My favorite log checker is logwarn, but I'm biased because I wrote it myself after not finding any existing ones that I liked. The logwarn package includes a Nagios plugin.
Nothing in your config jumps out at me as being misconfigured.
By design, check_log will only show either an OK message, or the last log entry that triggered an alert. If you need to see multiple entries, you'll need to modify the plugin.
However, I find the fact that you're not getting recoveries somewhat odd. The way check_log works (by comparing the current log to the previous version), you should get a recovery on the very next service check. Except of course, when there have been additional matching entries added to the log since the last check.
Does forcing another service check (or several) cause it to recover?
Also, I don't intend this in a mean way, but make sure it's really malfunctioning.
Is your log getting additional matching entries in between checks, causing it not to recover? Your check is matching "?" which will match anything new in the log. Is something else (a non-error) being added to the log and inadvertently causing a match?
If none of the above are the issue, I would suggest narrowing it down by taking Nagios out of the equation. Try running check_log manually (from the command line, but as the same user as nagios), and with a different oldlog.
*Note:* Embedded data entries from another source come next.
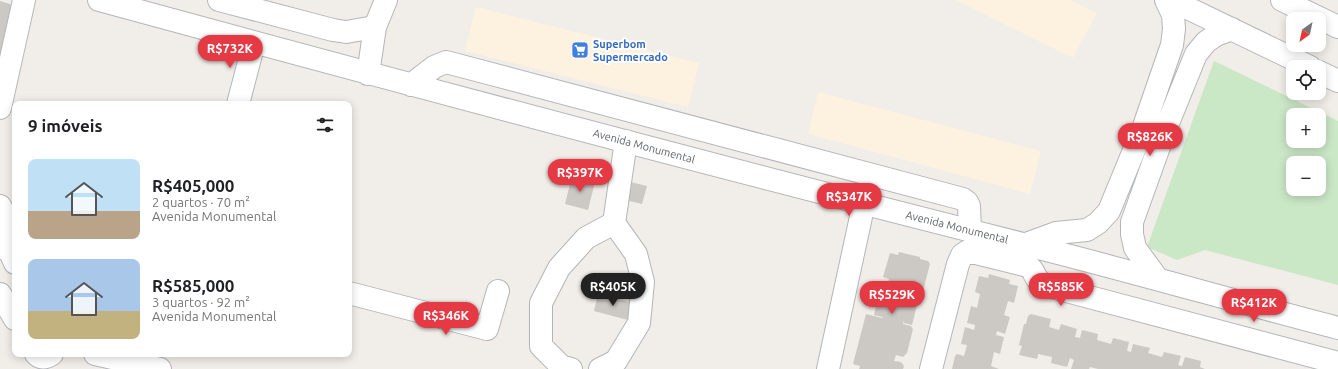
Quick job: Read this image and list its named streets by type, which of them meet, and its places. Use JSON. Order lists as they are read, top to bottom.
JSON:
{
  "streets": {
    "street": ["Avenida Monumental"]
  },
  "places": {
    "supermarket": ["Superbom Supermercado"]
  },
  "north": "bottom left",
  "page": {
    "map_buttons": ["+", "−"],
    "price": [
      "R$732K",
      "R$826K",
      "R$397K",
      "R$347K",
      "R$405K",
      "R$585K",
      "R$529K",
      "R$412K",
      "R$346K"
    ],
    "heading": "9 imóveis",
    "list": [
      {
        "name": "R$405,000",
        "note": "2 quartos · 70 m² · Avenida Monumental"
      },
      {
        "name": "R$585,000",
        "note": "3 quartos · 92 m² · Avenida Monumental"
      }
    ]
  }
}
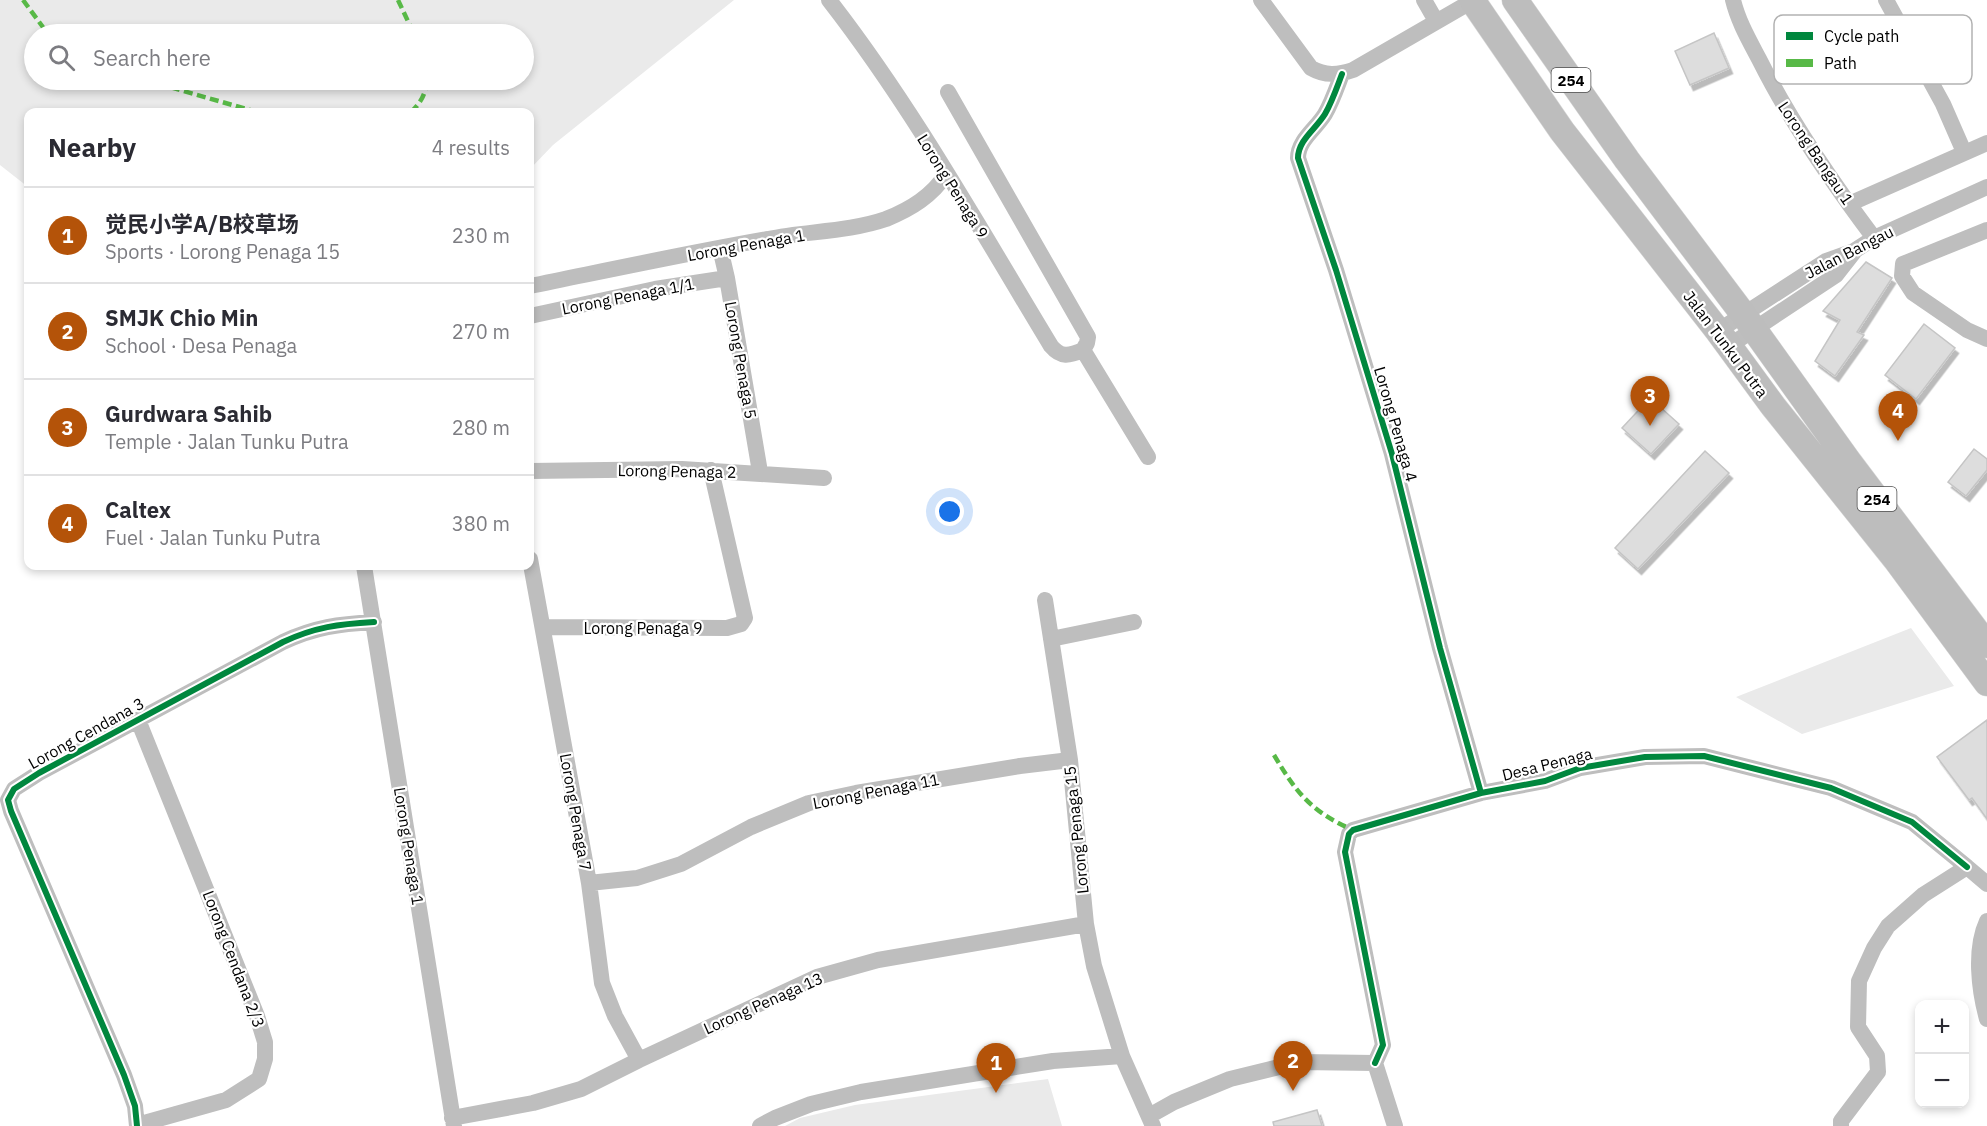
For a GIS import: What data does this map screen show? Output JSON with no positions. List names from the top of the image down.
{
  "streets": {
    "main road": ["254", "Jalan Tunku Putra"],
    "street": [
      "Lorong Bangau 1",
      "Lorong Penaga 9",
      "Lorong Penaga 1",
      "Jalan Bangau",
      "Lorong Penaga 1/1",
      "Lorong Penaga 5",
      "Lorong Penaga 4",
      "Lorong Penaga 2",
      "Lorong Cendana 3",
      "Desa Penaga",
      "Lorong Penaga 11",
      "Lorong Penaga 7",
      "Lorong Penaga 15",
      "Lorong Cendana 2/3",
      "Lorong Penaga 13"
    ]
  },
  "crossings": [
    ["Lorong Bangau 1", "Jalan Bangau"],
    ["Lorong Penaga 9", "Lorong Penaga 1"],
    ["Lorong Penaga 9", "Lorong Penaga 2"],
    ["Lorong Penaga 9", "Lorong Penaga 7"],
    ["Lorong Penaga 1", "Lorong Penaga 5"],
    ["Lorong Penaga 1", "Lorong Cendana 3"],
    ["Lorong Penaga 1", "Lorong Penaga 13"],
    ["Jalan Bangau", "Jalan Tunku Putra"],
    ["Lorong Penaga 1/1", "Lorong Penaga 5"],
    ["Lorong Penaga 5", "Lorong Penaga 2"],
    ["Lorong Penaga 4", "Desa Penaga"],
    ["Lorong Cendana 3", "Lorong Cendana 2/3"],
    ["Lorong Penaga 11", "Lorong Penaga 7"],
    ["Lorong Penaga 11", "Lorong Penaga 15"],
    ["Lorong Penaga 7", "Lorong Penaga 13"],
    ["Lorong Penaga 15", "Lorong Penaga 13"]
  ],
  "legend": ["Cycle path", "Path"],
  "page": {
    "search": "Search here",
    "heading": ["Nearby", "4 results"],
    "list": [
      {
        "mark": "1",
        "name": "觉民小学A/B校草场",
        "note": "Sports · Lorong Penaga 15",
        "value": "230 m"
      },
      {
        "mark": "2",
        "name": "SMJK Chio Min",
        "note": "School · Desa Penaga",
        "value": "270 m"
      },
      {
        "mark": "3",
        "name": "Gurdwara Sahib",
        "note": "Temple · Jalan Tunku Putra",
        "value": "280 m"
      },
      {
        "mark": "4",
        "name": "Caltex",
        "note": "Fuel · Jalan Tunku Putra",
        "value": "380 m"
      }
    ],
    "pins": [
      "3",
      "4",
      "2",
      "1"
    ],
    "map_buttons": ["+", "−"]
  }
}
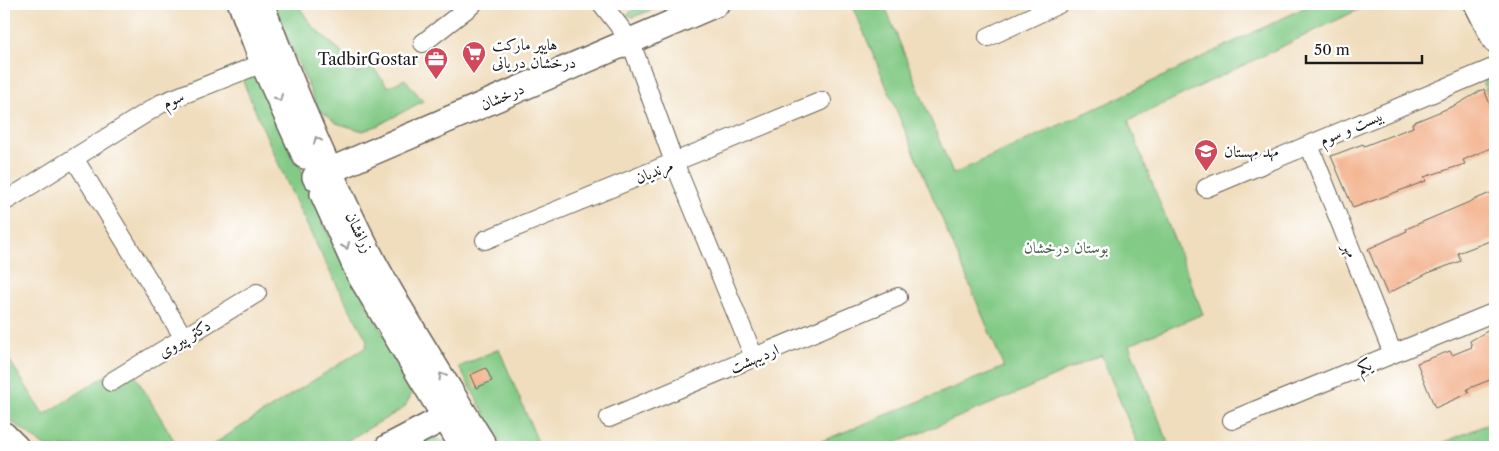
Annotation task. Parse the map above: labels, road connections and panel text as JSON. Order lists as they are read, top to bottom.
{
  "streets": {
    "street": [
      "درخشان",
      "سوم",
      "بیست و سوم",
      "مرنديان",
      "زرافشان",
      "مهر",
      "دکتر پیروی",
      "اردیبهشت",
      "یکم"
    ]
  },
  "crossings": [
    ["درخشان", "زرافشان"],
    ["سوم", "زرافشان"],
    ["بیست و سوم", "مهر"],
    ["مهر", "یکم"]
  ],
  "parks": ["بوستان درخشان"],
  "places": {
    "supermarket": ["هایپر مارکت درخشان دریانی"],
    "office": ["TadbirGostar"],
    "school or university": ["مهد مهستان"]
  },
  "scale_bar": "50 m"
}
It should go something like this -
run check with a new "oldlog" - get initialization message
run check - check OK
make change to log
run check - check fails
run check - check OK
If this doesn't work, then you know to focus on the log, the oldlog, and how the check_log is doing the check.
If it works, then it points more towards a problem with your nagios configuration.
There is a Nagios plugin that you can use to check the log files: it's called check_logfiles and it's used to scan the lines of a file for regular expressions.
The following link shows how to install and configure check_logfiles for Nagios and Opsview:
https://www.opsview.com/resources/nagios-alternative/blog/syslog-monitoring-nagios-opsview
As there are many ways to achieve a goal, there is also a nice plugin from Consol available:
https://labs.consol.de/lang/en/nagios/check_logfiles/
supports regex
supports log rotation
To use it, you need a cfg file, this is an example for oracle databases
#searches = ({
tag => 'oraalerts',
options => 'sticky=28800',
logfile => '/u01/app/oracle/diag/rdbms/davmdkp/DAVMDKP1/trace/alert_DAVMDKP1.log',
criticalpatterns => [
'ORA\-0*204[^\d]', # error in reading control file
'ORA\-0*206[^\d]', # error in writing control file
'ORA\-0*210[^\d]', # cannot open control file
'ORA\-0*257[^\d]', # archiver is stuck
'ORA\-0*333[^\d]', # redo log read error
'ORA\-0*345[^\d]', # redo log write error
'ORA\-0*4[4-7][0-9][^\d]',# ORA-0440 - ORA-0485 background process failure
'ORA\-0*48[0-5][^\d]',
'ORA\-0*6[0-3][0-9][^\d]',# ORA-6000 - ORA-0639 internal errors
'ORA\-0*1114[^\d]', # datafile I/O write error
'ORA\-0*1115[^\d]', # datafile I/O read error
'ORA\-0*1116[^\d]', # cannot open datafile
'ORA\-0*1118[^\d]', # cannot add a data file
'ORA\-0*1122[^\d]', # database file 16 failed verification check
'ORA\-0*1171[^\d]', # datafile 16 going offline due to error advancing checkpoint
'ORA\-0*1201[^\d]', # file 16 header failed to write correctly
'ORA\-0*1208[^\d]', # data file is an old version - not accessing current version
'ORA\-0*1578[^\d]', # data block corruption
'ORA\-0*1135[^\d]', # file accessed for query is offline
'ORA\-0*1547[^\d]', # tablespace is full
'ORA\-0*1555[^\d]', # snapshot too old
'ORA\-0*1562[^\d]', # failed to extend rollback segment
'ORA\-0*162[89][^\d]', # ORA-1628 - ORA-1632 maximum extents exceeded
'ORA\-0*163[0-2][^\d]',
'ORA\-0*165[0-6][^\d]', # ORA-1650 - ORA-1656 tablespace is full
'ORA\-16014[^\d]', # log cannot be archived, no available destinations
'ORA\-16038[^\d]', # log cannot be archived
'ORA\-19502[^\d]', # write error on datafile
'ORA\-27063[^\d]', # number of bytes read/written is incorrect
'ORA\-0*4031[^\d]', # out of shared memory.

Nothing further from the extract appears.